Work to be completed: In the material below, find each line that contains the word "overflow" and copy it.

Materials provided:
===
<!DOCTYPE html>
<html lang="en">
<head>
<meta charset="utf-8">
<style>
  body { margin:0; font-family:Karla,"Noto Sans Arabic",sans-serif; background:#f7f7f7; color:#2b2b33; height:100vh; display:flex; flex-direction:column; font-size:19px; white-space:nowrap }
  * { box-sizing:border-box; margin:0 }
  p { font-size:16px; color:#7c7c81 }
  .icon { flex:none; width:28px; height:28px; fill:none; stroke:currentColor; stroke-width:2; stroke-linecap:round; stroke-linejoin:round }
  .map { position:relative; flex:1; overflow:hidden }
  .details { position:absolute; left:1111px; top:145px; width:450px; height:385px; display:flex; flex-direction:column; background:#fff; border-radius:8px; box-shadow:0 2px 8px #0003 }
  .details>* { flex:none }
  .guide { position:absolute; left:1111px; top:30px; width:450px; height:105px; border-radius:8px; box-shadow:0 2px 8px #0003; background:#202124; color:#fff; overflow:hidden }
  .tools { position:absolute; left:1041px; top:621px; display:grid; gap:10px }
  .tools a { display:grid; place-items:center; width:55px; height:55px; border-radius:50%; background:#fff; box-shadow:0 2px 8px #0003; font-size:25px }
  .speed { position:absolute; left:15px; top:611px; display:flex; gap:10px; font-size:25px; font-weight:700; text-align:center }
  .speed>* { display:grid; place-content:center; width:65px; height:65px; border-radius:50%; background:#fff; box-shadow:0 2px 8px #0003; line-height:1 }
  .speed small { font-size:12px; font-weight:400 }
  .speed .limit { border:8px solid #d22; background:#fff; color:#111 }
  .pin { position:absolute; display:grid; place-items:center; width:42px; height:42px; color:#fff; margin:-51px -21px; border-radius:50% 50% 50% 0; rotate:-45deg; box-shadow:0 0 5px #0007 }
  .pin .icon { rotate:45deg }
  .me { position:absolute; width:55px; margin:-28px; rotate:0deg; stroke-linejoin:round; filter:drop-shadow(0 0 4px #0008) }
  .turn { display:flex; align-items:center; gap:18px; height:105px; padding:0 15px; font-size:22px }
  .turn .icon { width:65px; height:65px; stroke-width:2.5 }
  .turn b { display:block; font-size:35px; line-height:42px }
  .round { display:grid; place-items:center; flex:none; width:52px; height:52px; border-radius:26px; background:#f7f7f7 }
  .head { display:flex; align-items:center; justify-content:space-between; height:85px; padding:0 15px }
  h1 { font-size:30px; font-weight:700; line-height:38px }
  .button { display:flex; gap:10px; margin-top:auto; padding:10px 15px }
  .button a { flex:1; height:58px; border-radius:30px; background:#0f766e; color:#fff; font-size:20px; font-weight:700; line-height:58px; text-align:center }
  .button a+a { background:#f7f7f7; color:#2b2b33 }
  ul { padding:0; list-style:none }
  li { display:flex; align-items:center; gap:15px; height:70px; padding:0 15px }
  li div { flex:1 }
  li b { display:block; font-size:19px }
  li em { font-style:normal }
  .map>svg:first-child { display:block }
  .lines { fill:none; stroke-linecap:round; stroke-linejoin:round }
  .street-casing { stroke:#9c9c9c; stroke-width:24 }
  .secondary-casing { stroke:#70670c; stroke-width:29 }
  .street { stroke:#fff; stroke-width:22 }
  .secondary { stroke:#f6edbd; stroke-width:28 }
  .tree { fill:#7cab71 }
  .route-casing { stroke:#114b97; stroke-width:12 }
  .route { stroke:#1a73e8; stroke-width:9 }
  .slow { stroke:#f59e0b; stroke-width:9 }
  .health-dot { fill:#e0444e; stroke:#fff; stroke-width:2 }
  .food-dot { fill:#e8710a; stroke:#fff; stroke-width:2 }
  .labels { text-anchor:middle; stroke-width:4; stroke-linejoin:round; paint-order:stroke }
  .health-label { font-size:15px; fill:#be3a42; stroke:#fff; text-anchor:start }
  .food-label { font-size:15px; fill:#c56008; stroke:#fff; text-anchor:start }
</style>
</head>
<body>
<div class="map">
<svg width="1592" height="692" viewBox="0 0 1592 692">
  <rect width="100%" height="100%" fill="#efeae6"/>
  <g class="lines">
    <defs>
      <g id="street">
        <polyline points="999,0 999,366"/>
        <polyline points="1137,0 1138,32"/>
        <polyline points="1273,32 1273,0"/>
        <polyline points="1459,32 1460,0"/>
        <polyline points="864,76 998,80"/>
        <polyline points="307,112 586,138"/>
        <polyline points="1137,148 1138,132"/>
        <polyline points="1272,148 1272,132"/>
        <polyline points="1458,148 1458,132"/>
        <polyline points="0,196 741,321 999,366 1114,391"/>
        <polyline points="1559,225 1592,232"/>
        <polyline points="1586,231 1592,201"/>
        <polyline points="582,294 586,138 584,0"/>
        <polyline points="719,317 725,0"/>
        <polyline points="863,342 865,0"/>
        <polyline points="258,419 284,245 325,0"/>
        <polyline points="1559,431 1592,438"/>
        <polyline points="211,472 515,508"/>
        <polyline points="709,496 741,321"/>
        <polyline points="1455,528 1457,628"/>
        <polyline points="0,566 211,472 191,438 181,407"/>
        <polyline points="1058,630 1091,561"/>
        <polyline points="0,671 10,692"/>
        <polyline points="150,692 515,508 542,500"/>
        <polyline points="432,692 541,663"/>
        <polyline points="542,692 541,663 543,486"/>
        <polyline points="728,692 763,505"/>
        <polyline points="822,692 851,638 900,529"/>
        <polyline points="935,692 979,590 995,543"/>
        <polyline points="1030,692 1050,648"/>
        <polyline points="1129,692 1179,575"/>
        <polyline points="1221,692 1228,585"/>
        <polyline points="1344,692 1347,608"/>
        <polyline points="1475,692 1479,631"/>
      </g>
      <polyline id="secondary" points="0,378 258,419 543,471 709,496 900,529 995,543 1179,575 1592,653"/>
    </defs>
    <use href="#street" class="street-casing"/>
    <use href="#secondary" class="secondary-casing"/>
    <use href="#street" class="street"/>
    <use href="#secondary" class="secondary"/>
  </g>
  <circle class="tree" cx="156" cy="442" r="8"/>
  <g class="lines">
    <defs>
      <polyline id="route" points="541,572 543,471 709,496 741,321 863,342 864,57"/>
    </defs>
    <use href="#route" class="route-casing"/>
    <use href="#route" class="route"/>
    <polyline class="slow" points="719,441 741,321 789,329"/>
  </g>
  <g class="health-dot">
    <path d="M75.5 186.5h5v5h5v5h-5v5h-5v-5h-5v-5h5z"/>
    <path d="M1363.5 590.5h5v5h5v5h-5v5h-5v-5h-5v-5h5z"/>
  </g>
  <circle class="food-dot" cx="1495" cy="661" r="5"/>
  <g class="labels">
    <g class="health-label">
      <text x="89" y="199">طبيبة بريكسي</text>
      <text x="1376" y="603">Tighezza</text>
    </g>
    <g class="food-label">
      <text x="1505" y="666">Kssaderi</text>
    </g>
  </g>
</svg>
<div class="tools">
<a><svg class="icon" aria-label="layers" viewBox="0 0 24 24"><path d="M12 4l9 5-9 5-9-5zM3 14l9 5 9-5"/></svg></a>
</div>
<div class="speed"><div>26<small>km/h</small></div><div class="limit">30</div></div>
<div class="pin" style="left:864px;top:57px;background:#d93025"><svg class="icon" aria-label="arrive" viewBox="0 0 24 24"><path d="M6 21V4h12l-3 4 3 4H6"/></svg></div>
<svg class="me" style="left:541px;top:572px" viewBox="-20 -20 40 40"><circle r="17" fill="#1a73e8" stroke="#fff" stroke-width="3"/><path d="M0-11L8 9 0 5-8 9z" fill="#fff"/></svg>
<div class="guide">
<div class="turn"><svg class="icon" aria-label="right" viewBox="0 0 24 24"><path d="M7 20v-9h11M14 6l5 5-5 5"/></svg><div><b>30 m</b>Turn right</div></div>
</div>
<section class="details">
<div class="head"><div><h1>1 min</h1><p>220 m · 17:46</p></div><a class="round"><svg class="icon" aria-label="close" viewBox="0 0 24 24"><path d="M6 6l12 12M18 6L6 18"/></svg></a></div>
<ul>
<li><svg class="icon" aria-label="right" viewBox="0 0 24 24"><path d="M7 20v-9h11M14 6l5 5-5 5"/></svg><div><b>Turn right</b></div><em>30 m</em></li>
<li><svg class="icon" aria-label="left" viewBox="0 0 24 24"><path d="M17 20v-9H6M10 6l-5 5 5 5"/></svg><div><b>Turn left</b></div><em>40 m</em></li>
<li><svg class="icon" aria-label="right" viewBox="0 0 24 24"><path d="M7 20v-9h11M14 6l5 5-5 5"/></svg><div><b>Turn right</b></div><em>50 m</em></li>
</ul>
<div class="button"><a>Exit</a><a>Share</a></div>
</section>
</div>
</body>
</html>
===
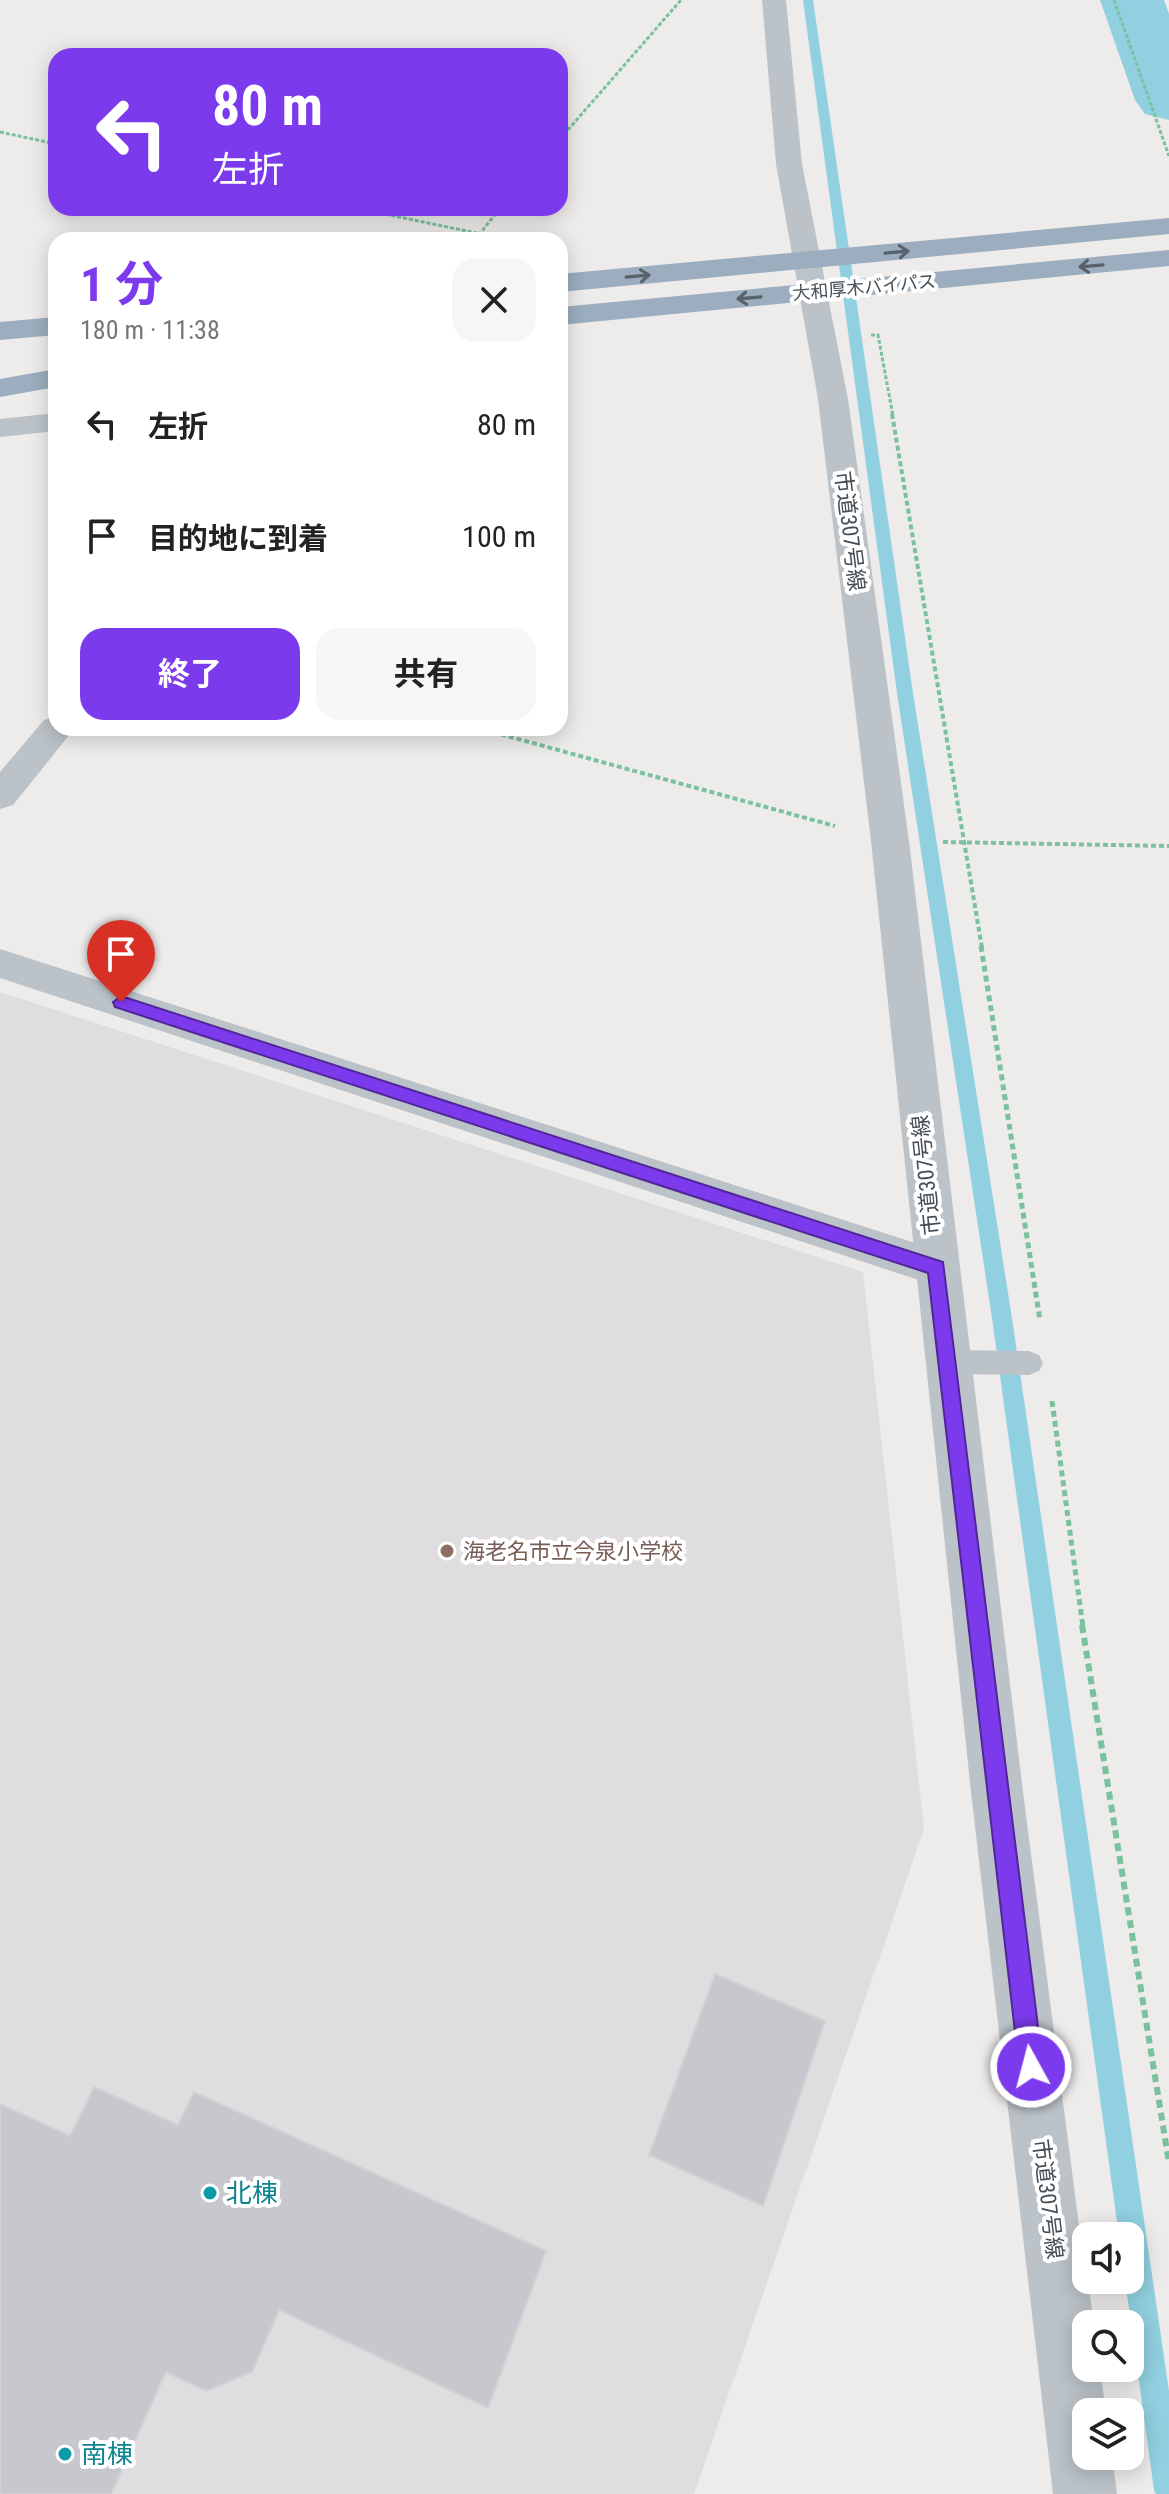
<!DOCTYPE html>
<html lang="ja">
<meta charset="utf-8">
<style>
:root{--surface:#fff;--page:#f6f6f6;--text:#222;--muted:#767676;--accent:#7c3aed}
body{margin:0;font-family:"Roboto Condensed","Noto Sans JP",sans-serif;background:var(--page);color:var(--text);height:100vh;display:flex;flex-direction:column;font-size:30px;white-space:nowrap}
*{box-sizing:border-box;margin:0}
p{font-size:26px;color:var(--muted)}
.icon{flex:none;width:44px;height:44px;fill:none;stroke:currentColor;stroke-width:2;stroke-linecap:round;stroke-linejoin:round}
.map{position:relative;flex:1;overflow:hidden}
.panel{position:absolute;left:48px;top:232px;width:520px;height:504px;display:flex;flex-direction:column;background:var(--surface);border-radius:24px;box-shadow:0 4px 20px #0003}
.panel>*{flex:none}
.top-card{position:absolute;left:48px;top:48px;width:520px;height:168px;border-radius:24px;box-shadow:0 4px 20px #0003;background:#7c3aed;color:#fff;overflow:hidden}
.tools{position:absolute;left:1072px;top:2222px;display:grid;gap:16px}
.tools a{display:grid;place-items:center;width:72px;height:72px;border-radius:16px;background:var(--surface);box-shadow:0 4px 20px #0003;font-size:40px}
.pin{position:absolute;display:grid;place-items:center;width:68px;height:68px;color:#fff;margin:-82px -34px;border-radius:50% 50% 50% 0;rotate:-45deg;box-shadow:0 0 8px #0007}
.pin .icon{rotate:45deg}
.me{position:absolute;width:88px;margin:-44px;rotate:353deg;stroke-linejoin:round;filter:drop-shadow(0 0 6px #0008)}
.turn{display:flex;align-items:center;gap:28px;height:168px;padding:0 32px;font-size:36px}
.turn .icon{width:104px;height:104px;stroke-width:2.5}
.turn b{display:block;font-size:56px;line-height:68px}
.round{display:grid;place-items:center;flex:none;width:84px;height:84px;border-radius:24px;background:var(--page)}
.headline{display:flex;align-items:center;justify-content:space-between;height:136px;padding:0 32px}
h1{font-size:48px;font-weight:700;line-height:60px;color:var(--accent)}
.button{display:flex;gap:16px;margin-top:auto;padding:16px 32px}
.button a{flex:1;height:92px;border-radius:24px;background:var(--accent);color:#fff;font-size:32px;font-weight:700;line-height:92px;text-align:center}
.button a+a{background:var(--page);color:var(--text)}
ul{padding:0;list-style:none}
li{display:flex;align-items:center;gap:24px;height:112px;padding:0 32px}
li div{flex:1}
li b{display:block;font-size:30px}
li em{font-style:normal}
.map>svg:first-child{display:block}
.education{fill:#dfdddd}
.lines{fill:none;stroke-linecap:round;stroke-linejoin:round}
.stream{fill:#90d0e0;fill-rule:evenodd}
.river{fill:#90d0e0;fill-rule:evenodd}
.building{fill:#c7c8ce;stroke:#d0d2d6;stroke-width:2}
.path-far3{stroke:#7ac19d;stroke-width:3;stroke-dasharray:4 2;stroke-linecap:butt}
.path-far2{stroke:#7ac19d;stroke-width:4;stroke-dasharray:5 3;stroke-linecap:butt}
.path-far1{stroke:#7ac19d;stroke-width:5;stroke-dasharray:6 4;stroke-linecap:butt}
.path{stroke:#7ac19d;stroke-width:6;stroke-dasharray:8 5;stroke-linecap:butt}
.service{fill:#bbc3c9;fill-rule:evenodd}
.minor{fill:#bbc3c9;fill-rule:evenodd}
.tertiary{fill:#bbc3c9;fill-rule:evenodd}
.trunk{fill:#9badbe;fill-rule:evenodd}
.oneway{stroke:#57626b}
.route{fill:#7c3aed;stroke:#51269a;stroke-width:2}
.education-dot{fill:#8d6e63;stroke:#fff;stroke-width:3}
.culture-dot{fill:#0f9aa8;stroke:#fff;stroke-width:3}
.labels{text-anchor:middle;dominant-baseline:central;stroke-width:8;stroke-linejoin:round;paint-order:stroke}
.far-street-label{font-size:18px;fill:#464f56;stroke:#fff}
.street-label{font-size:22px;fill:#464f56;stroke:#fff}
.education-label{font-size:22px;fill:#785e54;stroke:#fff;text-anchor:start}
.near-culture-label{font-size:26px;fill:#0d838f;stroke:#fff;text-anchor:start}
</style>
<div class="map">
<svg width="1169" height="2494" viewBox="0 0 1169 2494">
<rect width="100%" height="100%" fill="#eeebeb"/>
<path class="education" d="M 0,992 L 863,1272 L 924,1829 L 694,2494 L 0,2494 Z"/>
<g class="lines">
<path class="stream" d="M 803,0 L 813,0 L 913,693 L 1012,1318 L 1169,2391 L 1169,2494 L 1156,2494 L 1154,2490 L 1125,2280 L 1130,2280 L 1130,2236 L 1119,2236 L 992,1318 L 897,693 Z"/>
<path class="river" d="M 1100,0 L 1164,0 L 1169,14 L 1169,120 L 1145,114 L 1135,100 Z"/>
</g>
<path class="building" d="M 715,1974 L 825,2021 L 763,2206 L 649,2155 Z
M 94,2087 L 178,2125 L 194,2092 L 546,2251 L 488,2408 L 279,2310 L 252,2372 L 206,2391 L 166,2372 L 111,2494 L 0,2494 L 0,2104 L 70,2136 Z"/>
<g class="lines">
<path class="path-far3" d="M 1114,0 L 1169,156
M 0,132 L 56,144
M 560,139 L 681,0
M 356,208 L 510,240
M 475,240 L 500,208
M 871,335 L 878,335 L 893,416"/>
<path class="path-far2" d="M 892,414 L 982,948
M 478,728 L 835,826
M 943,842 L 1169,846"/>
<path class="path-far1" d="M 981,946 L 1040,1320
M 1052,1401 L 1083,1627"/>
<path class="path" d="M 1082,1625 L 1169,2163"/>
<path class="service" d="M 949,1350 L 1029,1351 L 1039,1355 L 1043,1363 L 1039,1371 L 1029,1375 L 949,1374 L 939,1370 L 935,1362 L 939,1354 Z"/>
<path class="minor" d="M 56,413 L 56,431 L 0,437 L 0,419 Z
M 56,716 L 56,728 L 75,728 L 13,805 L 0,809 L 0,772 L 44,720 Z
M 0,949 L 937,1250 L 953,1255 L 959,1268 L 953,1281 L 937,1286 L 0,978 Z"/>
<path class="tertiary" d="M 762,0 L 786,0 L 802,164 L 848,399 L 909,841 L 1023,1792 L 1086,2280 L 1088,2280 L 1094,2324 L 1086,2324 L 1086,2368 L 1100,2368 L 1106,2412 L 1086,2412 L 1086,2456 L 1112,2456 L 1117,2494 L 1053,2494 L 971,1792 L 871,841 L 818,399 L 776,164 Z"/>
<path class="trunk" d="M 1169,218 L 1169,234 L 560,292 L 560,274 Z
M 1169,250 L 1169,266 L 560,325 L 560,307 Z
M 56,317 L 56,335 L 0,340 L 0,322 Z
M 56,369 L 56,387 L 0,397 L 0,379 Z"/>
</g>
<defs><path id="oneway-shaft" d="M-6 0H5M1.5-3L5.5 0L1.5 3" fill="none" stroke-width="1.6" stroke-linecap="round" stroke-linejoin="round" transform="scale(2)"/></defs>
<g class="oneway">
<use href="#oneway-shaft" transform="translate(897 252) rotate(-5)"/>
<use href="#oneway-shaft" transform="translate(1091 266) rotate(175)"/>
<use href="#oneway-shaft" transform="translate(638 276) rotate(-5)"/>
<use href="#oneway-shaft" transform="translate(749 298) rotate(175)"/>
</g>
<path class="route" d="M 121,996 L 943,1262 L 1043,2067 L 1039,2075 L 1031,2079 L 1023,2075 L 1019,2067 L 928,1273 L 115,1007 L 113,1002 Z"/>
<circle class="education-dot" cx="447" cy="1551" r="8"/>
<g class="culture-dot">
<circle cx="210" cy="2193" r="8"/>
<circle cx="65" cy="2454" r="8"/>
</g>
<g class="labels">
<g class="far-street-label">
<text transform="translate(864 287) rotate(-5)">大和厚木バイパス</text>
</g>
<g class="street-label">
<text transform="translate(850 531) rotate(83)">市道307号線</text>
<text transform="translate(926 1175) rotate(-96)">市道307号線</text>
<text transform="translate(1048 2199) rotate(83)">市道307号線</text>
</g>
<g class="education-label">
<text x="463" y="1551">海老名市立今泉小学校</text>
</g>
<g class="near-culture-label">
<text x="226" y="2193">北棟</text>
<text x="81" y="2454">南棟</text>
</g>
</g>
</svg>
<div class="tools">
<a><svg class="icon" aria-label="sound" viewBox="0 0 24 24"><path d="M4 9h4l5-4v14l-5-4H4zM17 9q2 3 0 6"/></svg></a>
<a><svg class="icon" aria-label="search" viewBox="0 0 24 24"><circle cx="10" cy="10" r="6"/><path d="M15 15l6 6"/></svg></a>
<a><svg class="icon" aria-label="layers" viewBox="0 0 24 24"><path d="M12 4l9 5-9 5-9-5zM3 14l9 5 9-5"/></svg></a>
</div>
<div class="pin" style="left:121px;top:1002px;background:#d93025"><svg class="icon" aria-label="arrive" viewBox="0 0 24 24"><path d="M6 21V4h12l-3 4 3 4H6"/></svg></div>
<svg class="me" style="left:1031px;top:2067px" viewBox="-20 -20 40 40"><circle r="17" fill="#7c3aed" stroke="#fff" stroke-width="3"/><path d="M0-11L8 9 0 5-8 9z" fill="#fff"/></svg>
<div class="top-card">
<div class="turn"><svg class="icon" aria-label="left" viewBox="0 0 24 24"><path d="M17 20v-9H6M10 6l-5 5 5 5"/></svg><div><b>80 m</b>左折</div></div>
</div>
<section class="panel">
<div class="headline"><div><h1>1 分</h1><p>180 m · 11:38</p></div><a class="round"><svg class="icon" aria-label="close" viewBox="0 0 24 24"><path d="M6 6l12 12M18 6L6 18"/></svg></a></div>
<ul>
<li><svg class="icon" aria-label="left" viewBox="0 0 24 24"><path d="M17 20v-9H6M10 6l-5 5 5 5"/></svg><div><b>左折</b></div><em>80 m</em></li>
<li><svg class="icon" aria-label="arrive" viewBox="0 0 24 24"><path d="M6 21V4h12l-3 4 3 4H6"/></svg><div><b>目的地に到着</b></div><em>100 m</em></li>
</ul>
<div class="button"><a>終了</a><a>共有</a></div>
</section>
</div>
===
Response:
  .map { position:relative; flex:1; overflow:hidden }
  .guide { position:absolute; left:1111px; top:30px; width:450px; height:105px; border-radius:8px; box-shadow:0 2px 8px #0003; background:#202124; color:#fff; overflow:hidden }
.map{position:relative;flex:1;overflow:hidden}
.top-card{position:absolute;left:48px;top:48px;width:520px;height:168px;border-radius:24px;box-shadow:0 4px 20px #0003;background:#7c3aed;color:#fff;overflow:hidden}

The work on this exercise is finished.